**Aim of the task**
From the line containing "Serialize what can" through the last line of the records below, output every line exactly, both ends included, except the pictures.

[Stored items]
---+---

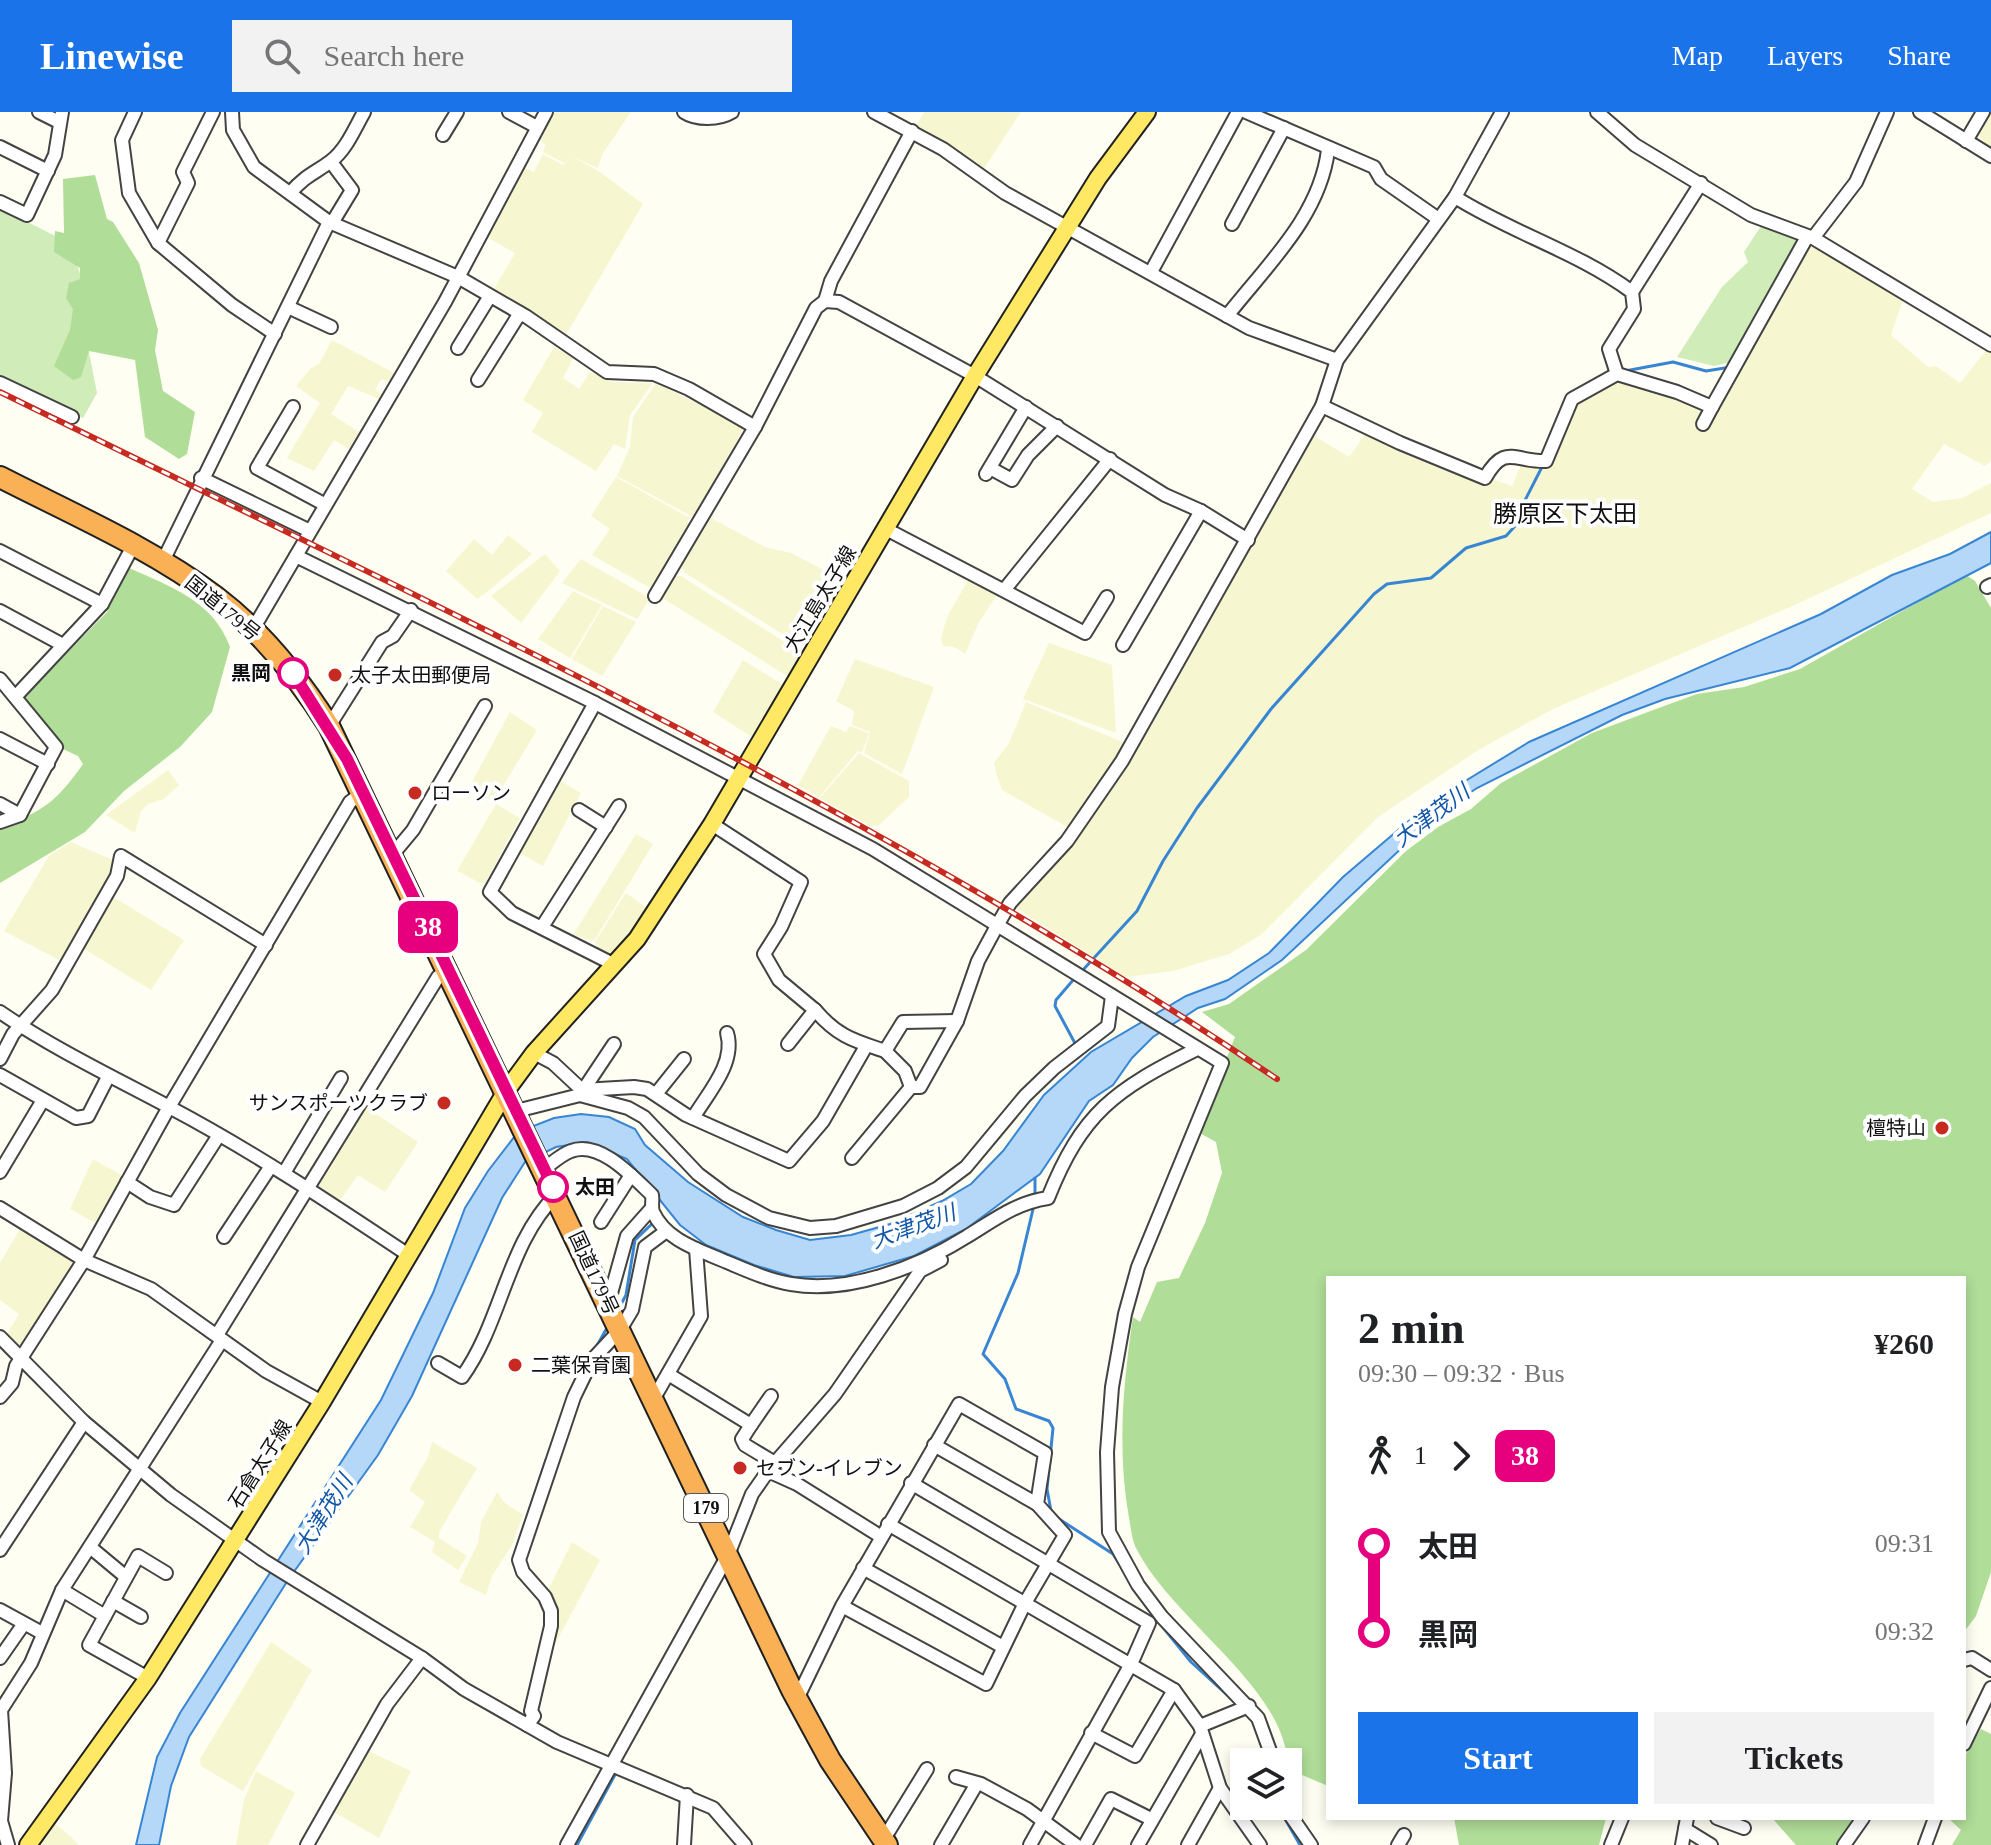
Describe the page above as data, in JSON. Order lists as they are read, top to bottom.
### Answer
{
  "streets": {
    "highway": ["国道179号", "179"],
    "main road": ["大江島太子線", "石倉太子線"]
  },
  "crossings": [
    ["大江島太子線", "国道179号"],
    ["大江島太子線", "石倉太子線"],
    ["国道179号", "石倉太子線"]
  ],
  "districts": ["勝原区下太田"],
  "water": ["大津茂川"],
  "places": [
    "黒岡",
    "太子太田郵便局",
    "ローソン",
    "サンスポーツクラブ",
    "檀特山",
    "太田",
    "二葉保育園",
    "セブン-イレブン"
  ],
  "lines": ["bus line 38"],
  "page": {
    "header": "Linewise",
    "search": "Search here",
    "nav": ["Map", "Layers", "Share"],
    "on_map": "38",
    "heading": ["2 min", "09:30 – 09:32 · Bus", "¥260"],
    "legs": ["1", "38"],
    "list": [
      {
        "name": "太田",
        "value": "09:31"
      },
      {
        "name": "黒岡",
        "value": "09:32"
      }
    ],
    "buttons": ["Start", "Tickets"]
  }
}
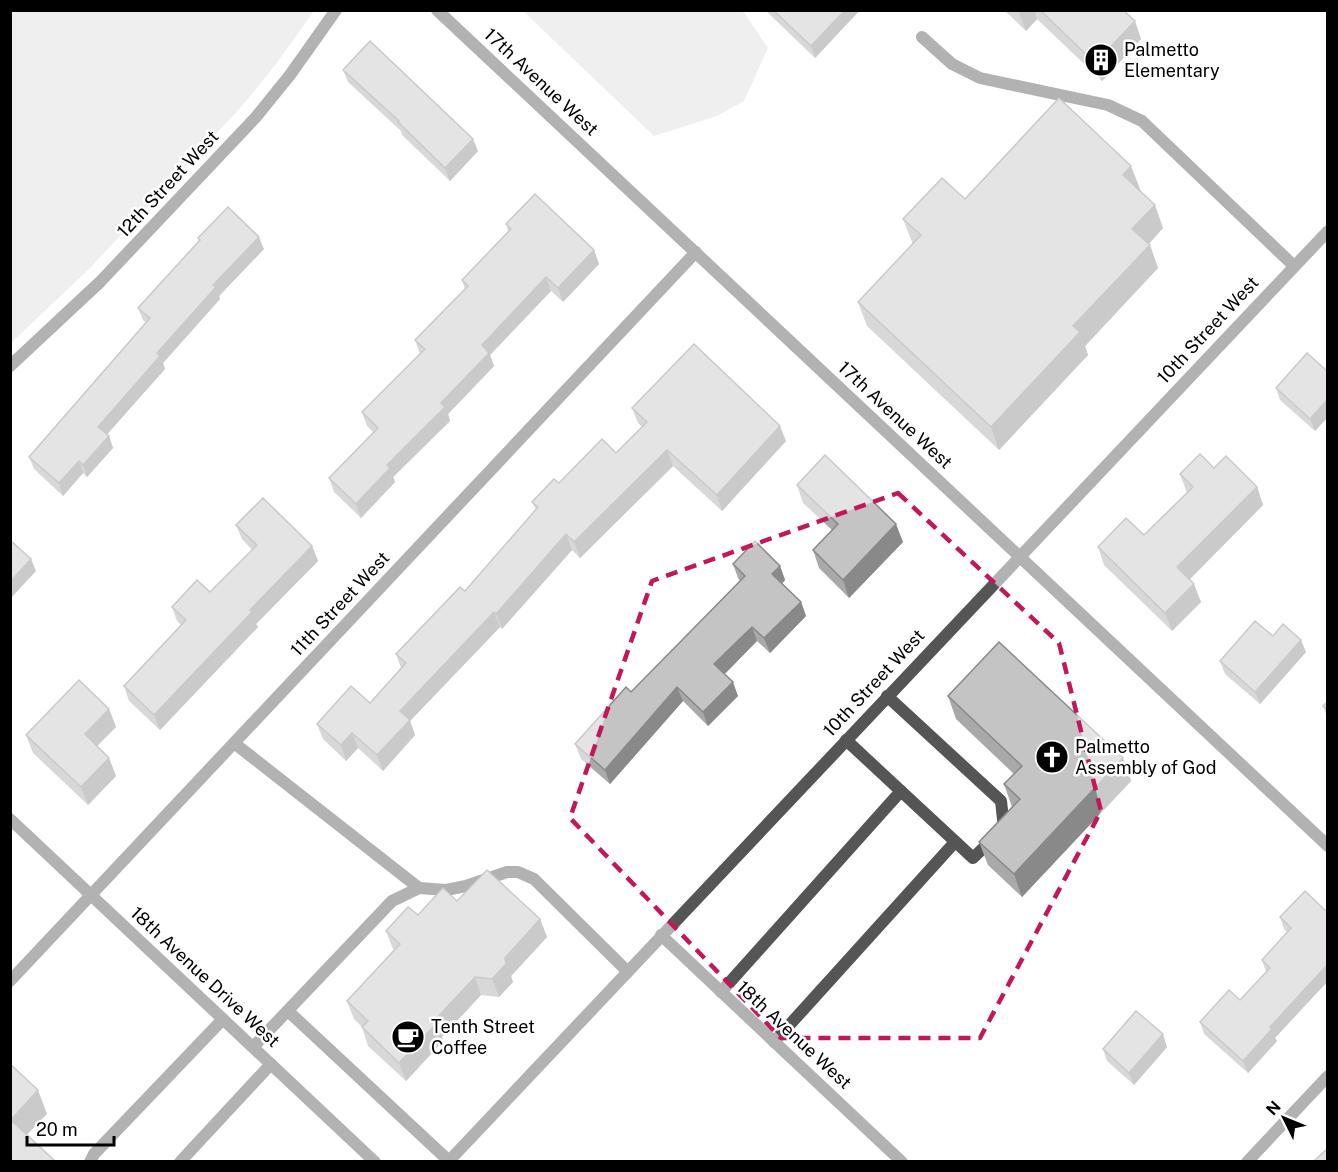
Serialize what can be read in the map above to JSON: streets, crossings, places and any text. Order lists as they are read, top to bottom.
{
  "streets": {
    "street": [
      "17th Avenue West",
      "12th Street West",
      "10th Street West",
      "11th Street West",
      "18th Avenue Drive West",
      "18th Avenue West"
    ]
  },
  "crossings": [
    ["17th Avenue West", "10th Street West"],
    ["17th Avenue West", "11th Street West"],
    ["10th Street West", "18th Avenue West"],
    ["11th Street West", "18th Avenue Drive West"]
  ],
  "places": {
    "building": ["Palmetto Elementary"],
    "church": ["Palmetto Assembly of God"],
    "cafe": ["Tenth Street Coffee"]
  },
  "scale_bar": "20 m",
  "north": "top left"
}
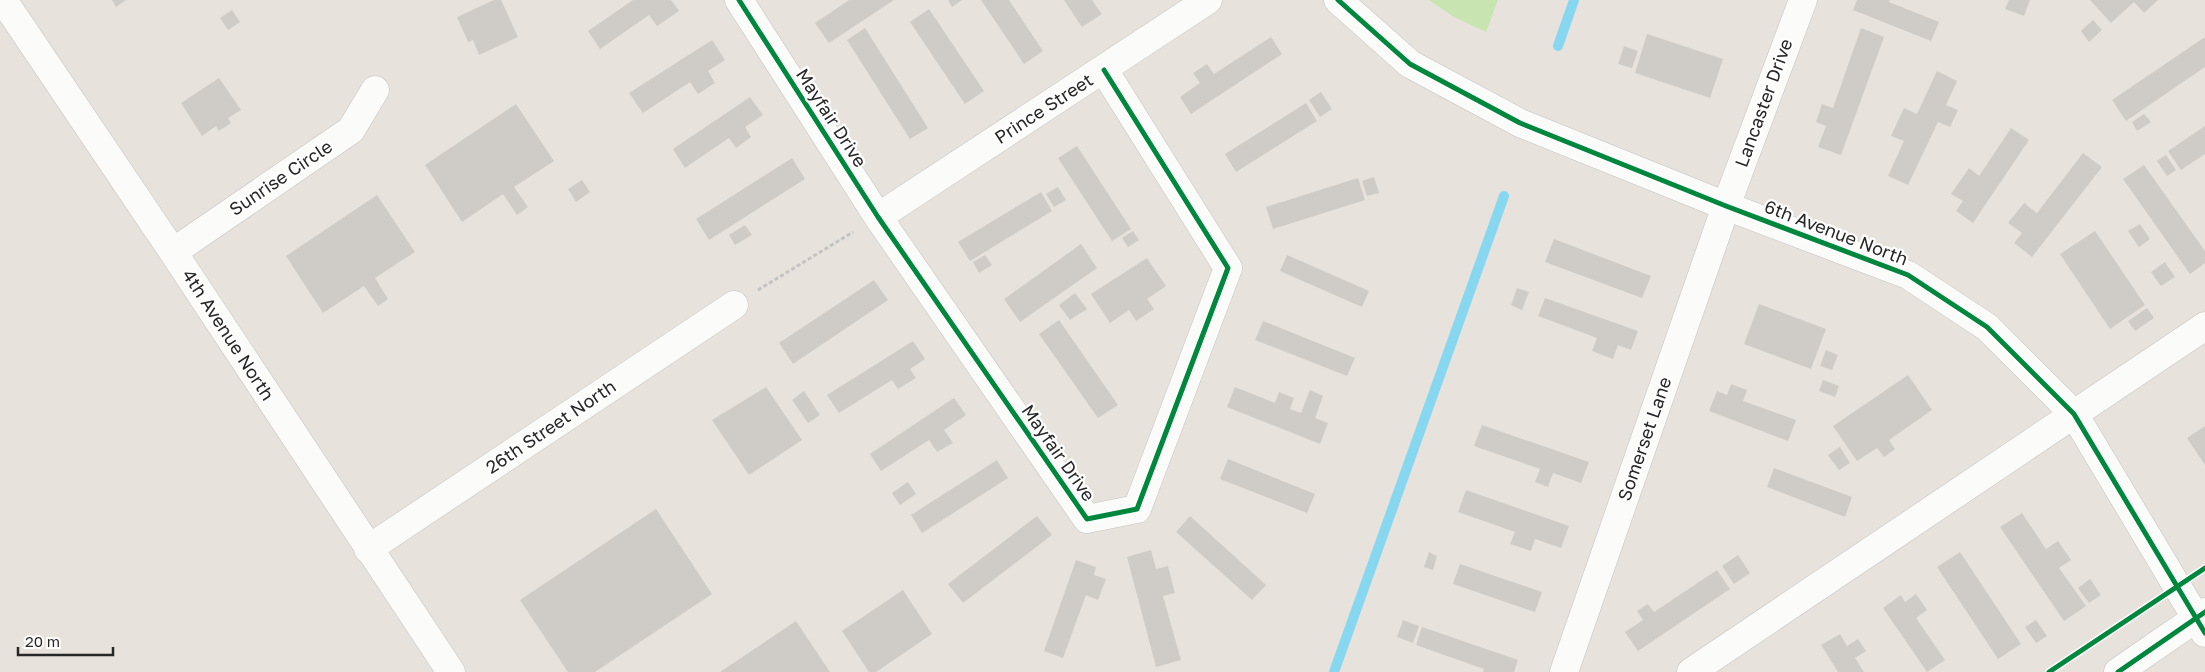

---+---

**Solved problem**
Serialize what can be read in the map above to JSON: streets, crossings, places and any text. Order lists as they are read, top to bottom.
{
  "streets": {
    "street": [
      "17th Avenue West",
      "12th Street West",
      "10th Street West",
      "11th Street West",
      "18th Avenue Drive West",
      "18th Avenue West"
    ]
  },
  "crossings": [
    ["17th Avenue West", "10th Street West"],
    ["17th Avenue West", "11th Street West"],
    ["10th Street West", "18th Avenue West"],
    ["11th Street West", "18th Avenue Drive West"]
  ],
  "places": {
    "building": ["Palmetto Elementary"],
    "church": ["Palmetto Assembly of God"],
    "cafe": ["Tenth Street Coffee"]
  },
  "scale_bar": "20 m",
  "north": "top left"
}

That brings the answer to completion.